A decade or so later, it seemed like Clarice Lispector was having a real moment. New translations of all her works were released, and it felt like suddenly she was a favorite of the social media literati. I had this vague memory of a book I struggled through in the back of my mind, but between her sudden popularity and the remembered admiration of my professor, I thought I must have missed something. Over the years, I considered rereading it, or trying the book of short stories I had by her to see if those were more my speed. I finally got around to it because Near to the Wild Heart was selected for my Women in Translation book club.
But before I get there, let me share a funny (to me, at least) aside about my old copy of Near to the Wild Heart. It was a book we had at home, I remembered, long before I new anything about it. I think because my father worked with the publisher, but alternatively it was maybe because my mother had an interest in Brazil. Or maybe it was both. In any case, the 1991 translation published by New Directions was a book I knew by name. I thought that when I read it in the early 2000s, I must have gotten the copy from my parents house to read. And maybe I did, no one will know at this point. I thought I had held on to it after reading it, but I wasn't positive. I moved several times. Books came and went. In the fall of 2022, I packed up the bulk of my library without documenting it and it went into storage. Also that fall I was clearing out my mom's old house, where she had left a bookshelf of books she didn't want to move to her new home. I found Near to the Wild Heart and I thought it must have been the family copy I had read, so I set it aside to keep when I got rid of most of her other books. Of course when I unpacked my own library, I found my copy there – apparently I had gotten my own, or my mom had. In my mom's copy, I found Varig airline boarding passes from one of my mom's trips to Brazil. How like my mom – and how like me – to pick Clarice Lispector to read on the plane to Brazil.

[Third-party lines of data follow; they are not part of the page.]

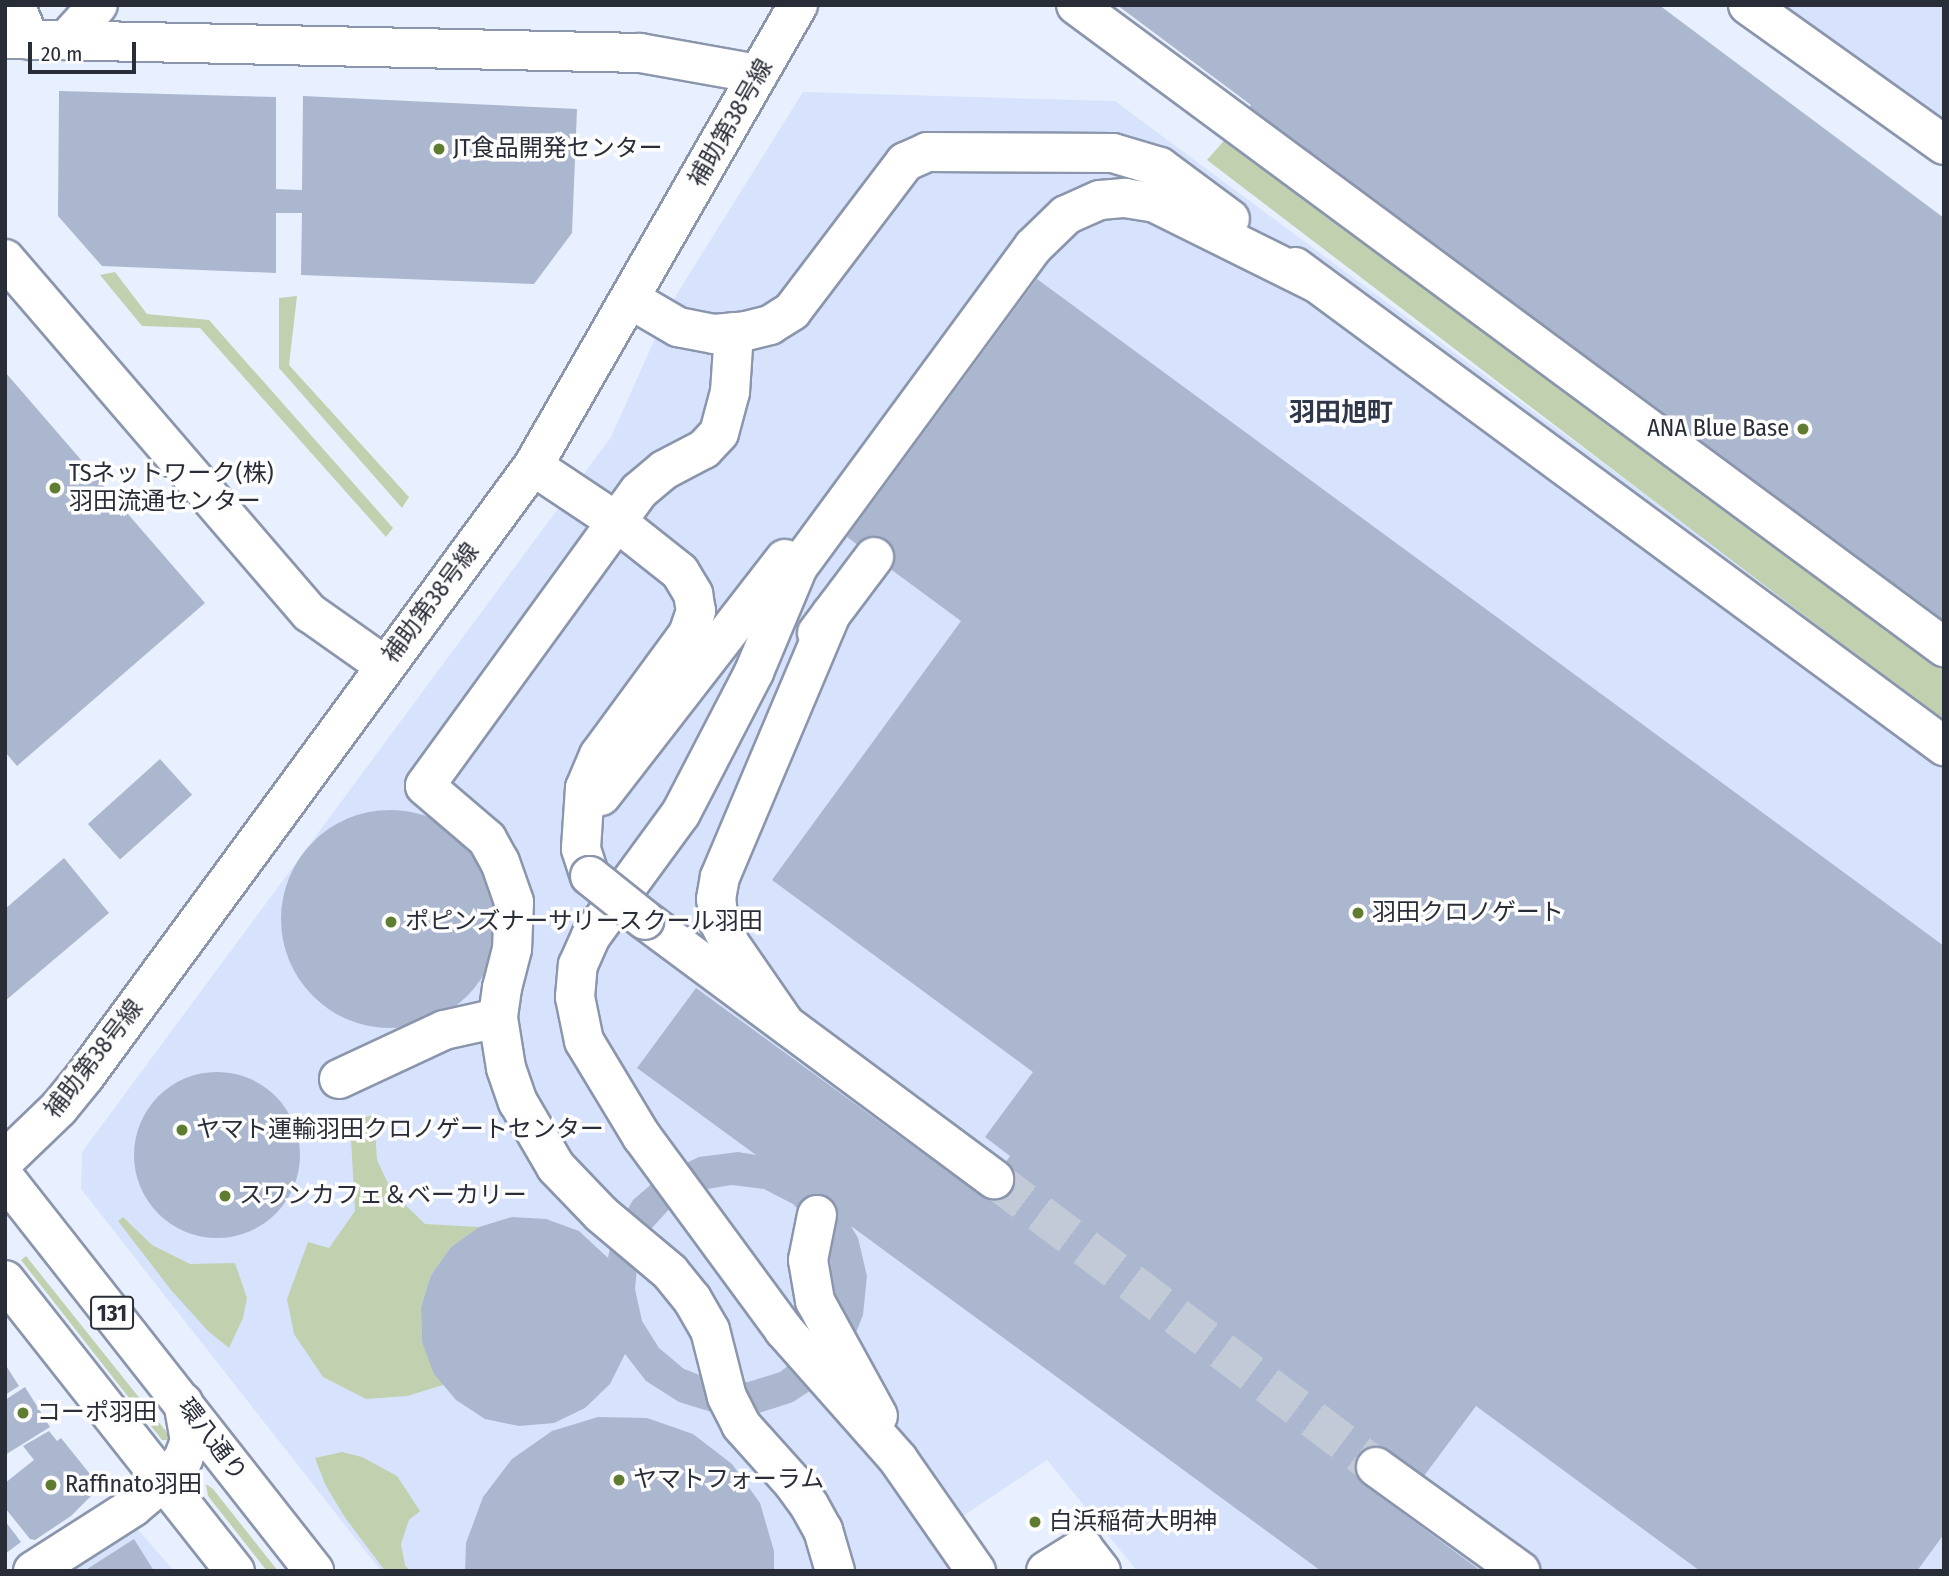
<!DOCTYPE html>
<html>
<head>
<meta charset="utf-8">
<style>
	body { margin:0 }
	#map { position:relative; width:1949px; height:1576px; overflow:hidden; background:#e8f0ff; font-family:"Fira Sans Condensed","Noto Sans JP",sans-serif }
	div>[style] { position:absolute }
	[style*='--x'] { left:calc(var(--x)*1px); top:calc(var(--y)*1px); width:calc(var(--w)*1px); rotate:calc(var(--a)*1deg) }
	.built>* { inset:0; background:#d7e3fc }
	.green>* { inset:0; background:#c1d0af }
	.building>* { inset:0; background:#abb7ce; transform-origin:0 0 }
	.round { border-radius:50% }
	.minor-tunnel>* { height:38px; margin-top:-19px; transform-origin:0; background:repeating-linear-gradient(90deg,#c2c9d7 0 38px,transparent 0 57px) }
	.roads { filter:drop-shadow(2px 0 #8b96ad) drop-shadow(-2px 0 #8b96ad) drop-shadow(0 2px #8b96ad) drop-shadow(0 -2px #8b96ad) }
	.minor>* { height:38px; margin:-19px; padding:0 19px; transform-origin:19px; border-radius:19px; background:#fff }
	.highway>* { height:38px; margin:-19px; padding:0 19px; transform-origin:19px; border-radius:19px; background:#fff }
	.bridges { filter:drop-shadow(2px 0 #8b96ad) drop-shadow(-2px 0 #8b96ad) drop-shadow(0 2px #8b96ad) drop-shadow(0 -2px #8b96ad) }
	.minor-bridge>* { height:38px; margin:-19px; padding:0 19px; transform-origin:19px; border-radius:19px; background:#fff }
	.dots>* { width:19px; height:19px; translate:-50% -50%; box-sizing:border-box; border:4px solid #fdfdfd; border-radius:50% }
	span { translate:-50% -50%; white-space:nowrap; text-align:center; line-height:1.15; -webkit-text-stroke:7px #fdfdfd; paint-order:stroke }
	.shield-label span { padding:2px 5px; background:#fdfdfd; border:2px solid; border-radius:5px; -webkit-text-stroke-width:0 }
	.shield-label { font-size:23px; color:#292d37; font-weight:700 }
	.street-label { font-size:24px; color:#292d37 }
	.poi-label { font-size:24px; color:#292d37 }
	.left { translate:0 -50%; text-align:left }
	.right { translate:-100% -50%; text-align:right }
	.neighbourhood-label { font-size:26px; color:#2f384b; font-weight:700 }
	.frame { position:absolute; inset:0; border:7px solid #292d37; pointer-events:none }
	.scale { position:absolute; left:28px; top:42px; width:108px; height:32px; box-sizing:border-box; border:4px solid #292d37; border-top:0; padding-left:9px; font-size:21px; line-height:24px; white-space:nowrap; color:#292d37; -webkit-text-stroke:5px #fdfdfd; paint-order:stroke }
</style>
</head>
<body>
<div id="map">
	<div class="built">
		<div style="clip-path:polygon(1784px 5px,1944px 5px,1944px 124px)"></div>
		<div style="clip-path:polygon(803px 92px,1115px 101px,1944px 716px,1944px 1571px,1137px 1571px,1047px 1460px,963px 1516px,990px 1556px,966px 1571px,381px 1571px,81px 1189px,82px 1152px,611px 437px,670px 305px)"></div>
		<div style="clip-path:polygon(135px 1526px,174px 1571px,62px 1571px)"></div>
	</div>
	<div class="green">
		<div style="clip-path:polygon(1229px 135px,1944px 667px,1944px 722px,1207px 160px)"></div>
		<div style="clip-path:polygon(115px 272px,147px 314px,209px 320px,393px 528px,386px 537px,200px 328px,142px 326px,100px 275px)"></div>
		<div style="clip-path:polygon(297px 296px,289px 365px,409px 497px,402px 508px,279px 368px,279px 298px)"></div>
		<div style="clip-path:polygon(374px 1115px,377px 1160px,392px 1192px,425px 1224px,479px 1227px,451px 1247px,431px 1275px,421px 1307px,422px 1342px,443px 1385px,407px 1396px,366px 1399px,323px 1377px,294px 1334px,287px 1299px,308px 1242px,329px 1248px,355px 1211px,350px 1121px)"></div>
		<div style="clip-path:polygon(123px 1217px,152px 1245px,190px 1264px,235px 1263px,247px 1298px,243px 1318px,229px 1348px,208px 1331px,171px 1290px,118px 1221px)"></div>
		<div style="clip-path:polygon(26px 1256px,169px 1435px,170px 1440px,162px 1440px,21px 1260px)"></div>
		<div style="clip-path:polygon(342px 1452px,362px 1457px,397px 1476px,420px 1511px,409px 1520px,401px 1544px,405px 1565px,410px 1571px,385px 1571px,344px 1516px,325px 1484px,315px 1458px)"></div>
		<div style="clip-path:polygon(206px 1484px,213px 1489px,278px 1571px,267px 1571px,208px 1496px)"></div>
	</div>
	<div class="building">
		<div style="clip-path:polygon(1117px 5px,1659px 5px,1944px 218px,1944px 639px,1244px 115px,1251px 105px)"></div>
		<div style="clip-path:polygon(59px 91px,276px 97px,276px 189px,302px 190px,303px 96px,577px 109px,572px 233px,534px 284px,301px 275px,302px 213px,276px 213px,276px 273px,102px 266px,58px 216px)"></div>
		<div style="clip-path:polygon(evenodd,1037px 279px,1944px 946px,1944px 1534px,1917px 1571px,1700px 1571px,1476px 1406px,1424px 1476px,1387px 1449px,1362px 1483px,1481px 1571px,1321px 1571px,851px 1226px,858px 1238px,867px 1276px,863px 1315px,849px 1350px,825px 1381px,793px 1402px,756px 1414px,718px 1414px,679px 1402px,646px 1381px,625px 1354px,610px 1384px,585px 1408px,554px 1423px,519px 1426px,485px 1419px,456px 1400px,434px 1374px,422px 1342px,421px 1307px,431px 1275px,451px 1247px,479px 1227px,512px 1217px,546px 1219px,579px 1231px,608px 1258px,613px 1234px,633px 1200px,663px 1174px,699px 1157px,738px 1152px,756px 1155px,637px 1068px,696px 988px,983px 1197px,1010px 1156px,985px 1137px,1033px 1072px,772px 880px,961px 621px,847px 537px,1037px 279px,732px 1185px,764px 1189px,793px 1204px,816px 1228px,830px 1259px,833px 1292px,825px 1324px,806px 1352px,780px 1372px,748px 1382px,715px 1381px,684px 1369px,659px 1348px,642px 1321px,635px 1289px,638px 1258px,651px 1229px,673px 1205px,701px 1190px,732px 1185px)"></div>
		<div style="clip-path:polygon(5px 372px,205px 603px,17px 766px,5px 752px)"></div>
		<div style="left:160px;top:759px;width:48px;height:97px;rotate:48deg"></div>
		<div class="round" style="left:281px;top:810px;width:218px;height:218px"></div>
		<div style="clip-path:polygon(64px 858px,109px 913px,5px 1001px,5px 909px)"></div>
		<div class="round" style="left:134px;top:1072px;width:166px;height:166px"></div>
		<div style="clip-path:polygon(5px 1364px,19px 1386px,5px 1395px)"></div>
		<div style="clip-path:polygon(25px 1387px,50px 1427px,5px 1455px,5px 1400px)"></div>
		<div style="clip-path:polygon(598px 1417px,647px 1418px,693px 1434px,732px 1464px,760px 1503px,774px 1551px,774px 1571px,465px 1571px,466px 1543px,483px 1497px,512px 1459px,552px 1431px)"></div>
		<div style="clip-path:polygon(49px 1431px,57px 1441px,61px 1438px,98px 1484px,98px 1489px,71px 1516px,35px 1540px,30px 1539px,5px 1508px,5px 1483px,34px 1460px,23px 1446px)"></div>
		<div style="clip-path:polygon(5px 1521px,21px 1542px,5px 1554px)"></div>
		<div style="clip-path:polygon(134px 1539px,154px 1571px,84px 1571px)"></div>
	</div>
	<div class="minor-tunnel">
		<div style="--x:994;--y:1179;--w:478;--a:37"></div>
	</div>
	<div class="roads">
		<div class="minor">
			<div style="--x:15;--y:5;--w:38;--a:67"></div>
			<div style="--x:1076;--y:5;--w:1080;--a:36.49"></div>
			<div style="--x:1748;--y:5;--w:241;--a:35.5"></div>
			<div style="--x:5;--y:39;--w:635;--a:1.26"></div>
			<div style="--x:640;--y:53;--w:120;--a:10.1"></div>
			<div style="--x:66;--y:40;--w:47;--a:-47.6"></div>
			<div style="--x:5;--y:259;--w:467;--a:49.3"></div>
			<div style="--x:310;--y:613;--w:92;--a:35.2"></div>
			<div style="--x:1295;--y:267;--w:807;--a:36.43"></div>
			<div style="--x:630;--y:299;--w:56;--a:30.3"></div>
			<div style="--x:678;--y:327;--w:37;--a:11"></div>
			<div style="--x:714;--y:334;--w:32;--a:-5"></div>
			<div style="--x:746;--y:331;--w:25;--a:-14"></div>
			<div style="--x:770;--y:325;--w:26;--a:-32"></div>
			<div style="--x:792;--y:311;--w:187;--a:-52.8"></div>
			<div style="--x:905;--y:162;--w:24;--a:-24"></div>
			<div style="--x:927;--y:152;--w:186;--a:0.3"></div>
			<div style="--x:1113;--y:153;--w:49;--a:16.6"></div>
			<div style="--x:1160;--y:167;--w:87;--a:36.6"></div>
			<div style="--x:734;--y:332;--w:60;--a:93.8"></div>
			<div style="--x:730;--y:392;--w:42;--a:105"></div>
			<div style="--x:719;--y:433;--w:22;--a:133"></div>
			<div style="--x:704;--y:449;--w:45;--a:152.3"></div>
			<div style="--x:664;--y:470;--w:33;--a:140"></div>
			<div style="--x:639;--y:491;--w:364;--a:126"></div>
			<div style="--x:425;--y:786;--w:82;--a:40.5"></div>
			<div style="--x:487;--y:839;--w:26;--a:61"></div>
			<div style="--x:500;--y:862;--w:42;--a:70.7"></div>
			<div style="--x:514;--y:902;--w:47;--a:92.4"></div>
			<div style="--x:512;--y:949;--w:40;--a:104.4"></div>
			<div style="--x:502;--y:988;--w:30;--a:98"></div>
			<div style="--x:498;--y:1018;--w:51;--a:80.9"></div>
			<div style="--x:506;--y:1068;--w:36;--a:71"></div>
			<div style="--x:518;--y:1102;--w:75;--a:59.7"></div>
			<div style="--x:556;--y:1167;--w:65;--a:46.2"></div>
			<div style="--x:601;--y:1214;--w:90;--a:40"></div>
			<div style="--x:670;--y:1272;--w:35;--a:51"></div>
			<div style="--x:692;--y:1299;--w:36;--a:60"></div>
			<div style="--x:710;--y:1330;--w:69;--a:75.8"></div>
			<div style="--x:727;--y:1397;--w:31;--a:63"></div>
			<div style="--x:741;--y:1425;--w:78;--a:48.1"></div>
			<div style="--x:793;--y:1483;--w:27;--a:54"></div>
			<div style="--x:809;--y:1505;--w:29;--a:61"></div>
			<div style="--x:823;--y:1530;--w:43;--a:73.7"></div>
			<div style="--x:533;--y:466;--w:101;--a:33.7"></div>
			<div style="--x:617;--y:522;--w:80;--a:38.4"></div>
			<div style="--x:680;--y:572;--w:26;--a:59"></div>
			<div style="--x:693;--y:594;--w:17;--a:80"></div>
			<div style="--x:696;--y:611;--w:24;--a:109"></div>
			<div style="--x:688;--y:634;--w:150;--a:126.3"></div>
			<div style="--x:599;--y:755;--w:36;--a:113"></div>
			<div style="--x:585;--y:788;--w:61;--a:93.8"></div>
			<div style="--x:581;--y:849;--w:28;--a:72"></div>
			<div style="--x:817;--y:633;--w:95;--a:-53.1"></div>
			<div style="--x:601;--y:796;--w:300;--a:-52.2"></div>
			<div style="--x:645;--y:920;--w:435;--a:36.6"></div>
			<div style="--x:784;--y:1022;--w:95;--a:-124.7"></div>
			<div style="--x:730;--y:944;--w:25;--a:-117"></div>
			<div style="--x:719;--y:922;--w:23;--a:-97"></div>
			<div style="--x:716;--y:899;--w:22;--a:-80"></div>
			<div style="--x:720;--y:877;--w:285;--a:-67.1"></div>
			<div style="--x:339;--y:1079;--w:116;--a:-25"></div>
			<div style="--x:444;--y:1030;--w:55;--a:-12.5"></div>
			<div style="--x:5;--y:1160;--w:75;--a:-43.9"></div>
			<div style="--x:59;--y:1108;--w:41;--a:-50.9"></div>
			<div style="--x:85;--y:1076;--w:757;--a:-53.71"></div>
			<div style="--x:533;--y:466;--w:532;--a:-60.11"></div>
			<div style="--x:817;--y:1215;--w:46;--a:101.3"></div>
			<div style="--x:808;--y:1260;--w:42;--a:80.3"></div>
			<div style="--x:815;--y:1301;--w:131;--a:61.3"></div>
			<div style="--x:1376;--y:1467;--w:178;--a:35.8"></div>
			<div style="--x:33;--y:1571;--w:119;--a:-32.6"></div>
			<div style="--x:133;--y:1507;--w:40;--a:-40"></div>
			<div style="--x:164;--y:1481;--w:29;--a:-49"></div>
			<div style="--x:183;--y:1459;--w:19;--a:-69"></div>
			<div style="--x:190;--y:1441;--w:39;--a:-100"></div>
			<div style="--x:976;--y:1571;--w:136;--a:-124.9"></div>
			<div style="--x:898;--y:1459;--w:172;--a:-131.5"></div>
			<div style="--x:784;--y:1330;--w:240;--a:-126.3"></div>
			<div style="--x:642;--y:1137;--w:112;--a:-121.1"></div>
			<div style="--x:584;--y:1041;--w:45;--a:-101.6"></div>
			<div style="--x:575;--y:997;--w:32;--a:-85"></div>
			<div style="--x:578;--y:965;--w:32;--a:-66"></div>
			<div style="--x:591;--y:936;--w:152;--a:-53.8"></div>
			<div style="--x:681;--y:813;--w:159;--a:-62.6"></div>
			<div style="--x:754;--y:672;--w:114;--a:-67.3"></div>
			<div style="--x:798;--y:567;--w:397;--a:-53.7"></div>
			<div style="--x:1033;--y:247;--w:46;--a:-44.1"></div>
			<div style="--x:1066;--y:215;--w:37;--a:-24"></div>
			<div style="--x:1100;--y:200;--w:25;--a:-5"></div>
			<div style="--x:1125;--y:198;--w:30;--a:9"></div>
			<div style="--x:1155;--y:203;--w:180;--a:26.4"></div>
			<div style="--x:1046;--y:1571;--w:44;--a:-31.9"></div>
			<div style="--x:1083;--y:1548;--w:29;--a:52"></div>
		</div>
		<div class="highway">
			<div style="--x:5;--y:1178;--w:500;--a:51.8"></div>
			<div style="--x:5;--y:1280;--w:371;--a:51.7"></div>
		</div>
	</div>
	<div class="bridges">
		<div class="minor-bridge">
			<div style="--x:590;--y:876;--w:70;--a:38.7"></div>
		</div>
	</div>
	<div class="dots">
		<div style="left:439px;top:149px;background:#607c31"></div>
		<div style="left:1803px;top:429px;background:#607c31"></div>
		<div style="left:55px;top:488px;background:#607c31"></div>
		<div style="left:1358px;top:913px;background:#607c31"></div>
		<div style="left:391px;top:922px;background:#607c31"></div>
		<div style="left:182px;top:1130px;background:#607c31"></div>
		<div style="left:225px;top:1196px;background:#607c31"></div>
		<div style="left:23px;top:1413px;background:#607c31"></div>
		<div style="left:619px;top:1480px;background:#607c31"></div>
		<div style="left:51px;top:1485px;background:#607c31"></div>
		<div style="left:1035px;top:1522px;background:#607c31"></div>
	</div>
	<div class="shield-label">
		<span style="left:112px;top:1313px">131</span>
	</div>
	<div class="street-label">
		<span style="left:731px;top:123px;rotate:-60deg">補助第38号線</span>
		<span style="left:431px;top:603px;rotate:-53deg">補助第38号線</span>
		<span style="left:94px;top:1059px;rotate:-52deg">補助第38号線</span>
		<span style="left:212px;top:1440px;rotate:53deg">環八通り</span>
	</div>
	<div class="poi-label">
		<span class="left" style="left:453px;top:149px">JT食品開発センター</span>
		<span class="right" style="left:1789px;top:429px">ANA Blue Base</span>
		<span class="left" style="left:69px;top:488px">TSネットワーク(株)<br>羽田流通センター</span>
		<span class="left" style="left:1372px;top:913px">羽田クロノゲート</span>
		<span class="left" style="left:405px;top:922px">ポピンズナーサリースクール羽田</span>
		<span class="left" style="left:196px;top:1130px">ヤマト運輸羽田クロノゲートセンター</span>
		<span class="left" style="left:239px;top:1196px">スワンカフェ＆ベーカリー</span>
		<span class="left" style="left:37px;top:1413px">コーポ羽田</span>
		<span class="left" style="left:633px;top:1480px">ヤマトフォーラム</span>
		<span class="left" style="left:65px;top:1485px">Raffinato羽田</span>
		<span class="left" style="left:1049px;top:1522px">白浜稲荷大明神</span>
	</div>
	<div class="neighbourhood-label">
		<span style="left:1341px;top:413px">羽田旭町</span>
	</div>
	<div class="frame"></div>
	<div class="scale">20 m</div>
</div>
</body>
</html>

So, in the last week, I returned to Near to the Wild Heart after more than 20 years. I was hopeful that between the new translation and the 20+ years of life I had lived, I would find it more approachable, but I can't say I did. Parts of it became familiar as I read it again. The mood I remembered came back instantly. There were paragraphs here and there that leapt out at me in their beauty, but overall the book left me cold. It's brimming with metaphors that I couldn't parse; where they should have provided a feeling, they left me confused. I felt rather dumb reading the book, and I occasionally had to remind myself that I am capable of reading – and enjoying – challenging books that lack plot. I guess Near to the Wild Heart just isn't for me.